As I understand it, a fundamental of Chaum's mix-net is that, absent an external adversary who can analyse traffic on links within the network, no mix can link the source and destination of any message unless it collaborates with every other mix participating in the cascade through which that message passes.
Most of the mix-net projects about which I have read (both those that have been implemented and those that remain theoretical) mitigate such a "collaboration attack" by introducing randomness into path selection: thus an adversary must collaborate with a significant proportion of all mixes throughout the network in order to achieve a high probability that those in any given cascade will all be collaborators. Various techniques have been suggested to further frustrate an adversary who attempts to so bias the network, such as viewing all mixes on a single subnet as potential collaborators.
If one is certain (at least, as much as one can ever be) that some particular mixes are honest (i.e. not collaborating with an adversary), it would at first glance appear desirable to ensure that at least one such honest mix is included in every cascade used for one's messages so as to significantly reduce (if not completely eliminate) the threat of such "collaboration attacks".
However, forcing all one's messages to pass through a subset of the network that is defined by one's trust relationships leaks information about those relationships.
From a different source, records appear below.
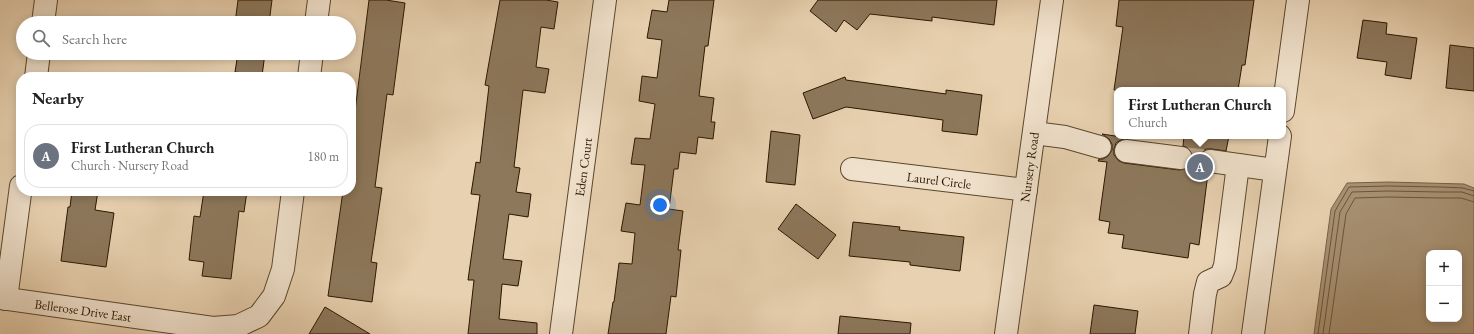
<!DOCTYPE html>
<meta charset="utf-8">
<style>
body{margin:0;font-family:"EB Garamond",serif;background:#f2f2f2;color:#222}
.controls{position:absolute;right:12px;bottom:12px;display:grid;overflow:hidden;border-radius:8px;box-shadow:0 2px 10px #0003}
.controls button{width:36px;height:36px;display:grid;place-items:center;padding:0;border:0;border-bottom:1px solid #e0e0e0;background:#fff;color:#222;font:20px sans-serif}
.you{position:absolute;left:660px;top:205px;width:14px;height:14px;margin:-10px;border:3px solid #fff;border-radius:50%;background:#1a73e8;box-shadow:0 0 0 6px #1a73e833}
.badge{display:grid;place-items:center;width:26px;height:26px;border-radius:50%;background:#8f2418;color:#fff;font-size:13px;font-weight:700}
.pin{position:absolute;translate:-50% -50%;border:2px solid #fff;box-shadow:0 1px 4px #0006}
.popup{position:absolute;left:1114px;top:87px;width:172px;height:52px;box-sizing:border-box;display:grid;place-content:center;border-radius:8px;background:#fff;filter:drop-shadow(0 1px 3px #0005);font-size:13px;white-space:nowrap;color:#767676}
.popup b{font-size:15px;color:#222}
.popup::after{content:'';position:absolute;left:50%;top:100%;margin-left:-8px;border:8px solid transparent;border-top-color:#fff}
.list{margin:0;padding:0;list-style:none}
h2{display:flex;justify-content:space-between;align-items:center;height:52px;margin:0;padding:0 16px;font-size:17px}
h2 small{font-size:13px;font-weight:400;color:#767676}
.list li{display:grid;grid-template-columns:26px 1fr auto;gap:12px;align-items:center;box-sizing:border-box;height:64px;margin:0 8px 8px;padding:0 8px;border:1px solid #e0e0e0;border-radius:16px}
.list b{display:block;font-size:15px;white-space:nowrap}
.list p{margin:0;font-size:13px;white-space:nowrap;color:#767676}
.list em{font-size:13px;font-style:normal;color:#767676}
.icon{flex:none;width:22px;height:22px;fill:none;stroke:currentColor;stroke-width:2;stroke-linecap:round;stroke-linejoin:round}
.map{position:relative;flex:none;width:1474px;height:334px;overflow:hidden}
.search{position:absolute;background:#fff;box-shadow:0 2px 10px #0003;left:16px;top:16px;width:340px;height:44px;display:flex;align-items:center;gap:10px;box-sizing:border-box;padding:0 14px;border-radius:22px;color:#767676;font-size:15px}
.panel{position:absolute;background:#fff;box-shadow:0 2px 10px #0003;left:16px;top:72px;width:340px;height:124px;border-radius:16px}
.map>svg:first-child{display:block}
.water{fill:#a89274;stroke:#766146;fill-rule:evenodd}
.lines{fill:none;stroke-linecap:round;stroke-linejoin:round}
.shore{stroke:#6a543a;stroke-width:1}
.building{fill:#8d785c;stroke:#2b1700}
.minor-tunnel{stroke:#c2ac8d;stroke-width:22;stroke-dasharray:22 11;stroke-linecap:butt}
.minor-casing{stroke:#5a462c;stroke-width:24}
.minor{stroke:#f0e1cc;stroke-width:22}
.labels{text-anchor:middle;stroke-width:3.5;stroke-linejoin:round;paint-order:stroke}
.street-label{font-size:13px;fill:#2b1700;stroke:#f0e1cc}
</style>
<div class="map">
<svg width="1474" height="334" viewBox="0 0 1474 334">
<rect width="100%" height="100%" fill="#e8d1b0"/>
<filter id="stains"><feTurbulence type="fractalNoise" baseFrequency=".005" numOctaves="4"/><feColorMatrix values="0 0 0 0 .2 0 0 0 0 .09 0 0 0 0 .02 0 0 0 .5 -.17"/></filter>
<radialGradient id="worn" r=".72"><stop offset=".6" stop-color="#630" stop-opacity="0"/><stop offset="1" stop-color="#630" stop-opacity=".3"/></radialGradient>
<path class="water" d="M1388,182L1464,184L1474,188V334H1314L1331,209L1347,183ZM1429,253H1459V319H1429Z"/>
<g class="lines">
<g class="shore">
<path d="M1318,334L1335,211L1349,187L1388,186L1441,187L1463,188L1474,191"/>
<path d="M1323,334L1340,212L1352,192L1388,191L1441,192H1462L1474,196"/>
<path d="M1329,334L1346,214L1355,198L1388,197L1441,198H1461L1474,202"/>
</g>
</g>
<g class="building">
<path d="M238,0H272L269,23H235Z"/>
<path d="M369,0H386L405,3L393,95L387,94L375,187L382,188L371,262L377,263L372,302L328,296L343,191H351V143Z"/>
<path d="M500,0H546L558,2L554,29L541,27L536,67L549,69L545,93L523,90L514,167L520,168L516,192L531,194L528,217L509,214L503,259L522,261L518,286L502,284L499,319L537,323V334H468L474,280H468L480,195L471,194L476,162L480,163L489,86L485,85Z"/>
<path d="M669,0H714L708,46H705L699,96L714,98L711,122H715L713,139L698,137L696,154L680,152L678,169H674L669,209L683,211L678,250H681L676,297L671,296L666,334H608L613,302H614L619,263L632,264L635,233L621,231L626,203L640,205L645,165L631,164L635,138L650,139L655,104L639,101L642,76L657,78L662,40L647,38L652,10L667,12Z"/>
<path d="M818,0H997L994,25L932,17V21L870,14L857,30L844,20L836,32L810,11Z"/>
<path d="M1119,0H1254L1245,65H1242L1238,90H1114L1123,27L1116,26Z"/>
<path d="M1363,20L1387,23L1386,34L1417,38L1411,79L1385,75L1387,62L1357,58Z"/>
<path d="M1450,45L1474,48V91L1446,88Z"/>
<path d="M238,53H265L262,76L235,72Z"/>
<path d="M845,77L846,80L946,94V90L982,95L977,135L942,131L943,120L846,107L813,119L803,93Z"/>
<path d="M771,131L800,135L795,185L766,182Z"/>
<path d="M1102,134L1128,138L1121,140L1116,143L1114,149V155L1119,161L1124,163L1179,170L1186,169L1191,165L1193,160L1192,153L1188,148L1183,146L1184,136H1229L1226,151L1212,149H1206L1200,153L1198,159L1199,166L1203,171L1208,173L1199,245L1190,243L1188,258L1122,248L1124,235L1108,233L1110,222L1099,220L1107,162L1098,161L1099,159H1103L1108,156L1112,150V144L1109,139Z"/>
<path d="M72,191H98L95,210L114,213L106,267L61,261L68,207H70Z"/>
<path d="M204,191H247L244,212L239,211L231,279L202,276L204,262L189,260L194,216L200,217Z"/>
<path d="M796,204L836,235L818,259L778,229Z"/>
<path d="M853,222L900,227L899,230L964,237L960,271L910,265V262L849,256Z"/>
<path d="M1094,305L1138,311L1135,334H1090Z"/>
<path d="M325,307L370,334H309Z"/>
<path d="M840,316L911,323L910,334H838Z"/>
</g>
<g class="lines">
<path class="minor-tunnel" d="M1181,158L1210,161"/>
<g class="minor-casing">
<g id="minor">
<path d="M43,23L46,0"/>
<path d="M316,23L319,0"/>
<path d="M36,77L39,53"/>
<path d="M309,77L312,53"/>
<path d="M1283,111L1298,0"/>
<path d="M1034,133L1065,137L1100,147"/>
<path d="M1126,151L1181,158"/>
<path d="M1210,161L1275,170"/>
<path d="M852,169L1026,190"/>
<path d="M0,298L213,328L238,326L259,316L274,296L283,269L293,191"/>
<path d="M6,299L21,186"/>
<path d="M561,334L605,0"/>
<path d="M1006,334L1052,0"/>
<path d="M1200,334L1205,294L1208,282L1221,276L1225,266L1238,165"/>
<path d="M1253,334L1280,136"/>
</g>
</g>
<use href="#minor" class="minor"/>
</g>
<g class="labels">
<g class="street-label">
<text transform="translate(583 167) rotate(-82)" y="5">Eden Court</text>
<text transform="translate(1029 167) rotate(-82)" y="5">Nursery Road</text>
<text transform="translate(939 180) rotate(7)" y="5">Laurel Circle</text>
<text transform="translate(83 310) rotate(8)" y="5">Bellerose Drive East</text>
</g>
</g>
<rect width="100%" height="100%" filter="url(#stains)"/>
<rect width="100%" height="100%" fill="url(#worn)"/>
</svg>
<div class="controls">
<button>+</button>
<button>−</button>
</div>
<div class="you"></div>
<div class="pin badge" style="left:1200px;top:167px;background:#6b7280">A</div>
<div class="popup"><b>First Lutheran Church</b>Church</div>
<div class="search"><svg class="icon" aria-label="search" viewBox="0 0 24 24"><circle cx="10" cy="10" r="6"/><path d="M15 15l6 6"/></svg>Search here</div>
<section class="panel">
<h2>Nearby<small></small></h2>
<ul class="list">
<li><span class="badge" style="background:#6b7280">A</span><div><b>First Lutheran Church</b><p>Church · Nursery Road</p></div><em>180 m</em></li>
</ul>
</section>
</div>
Over time, an adversary might be able to use such information to link together all one's messages or even identify oneself.
My question is: how can one measure this trade-off? Is there existing research that already has considered it (I have not been able to find any yet)?
Where senders are themselves also acting as mixes in the presence of sufficient inbound cover traffic, does the inclusion of known honest mixes in downstream cascades for their own messages actually provide any additional anonymity given that those messages could arguably have been forwarded for another party?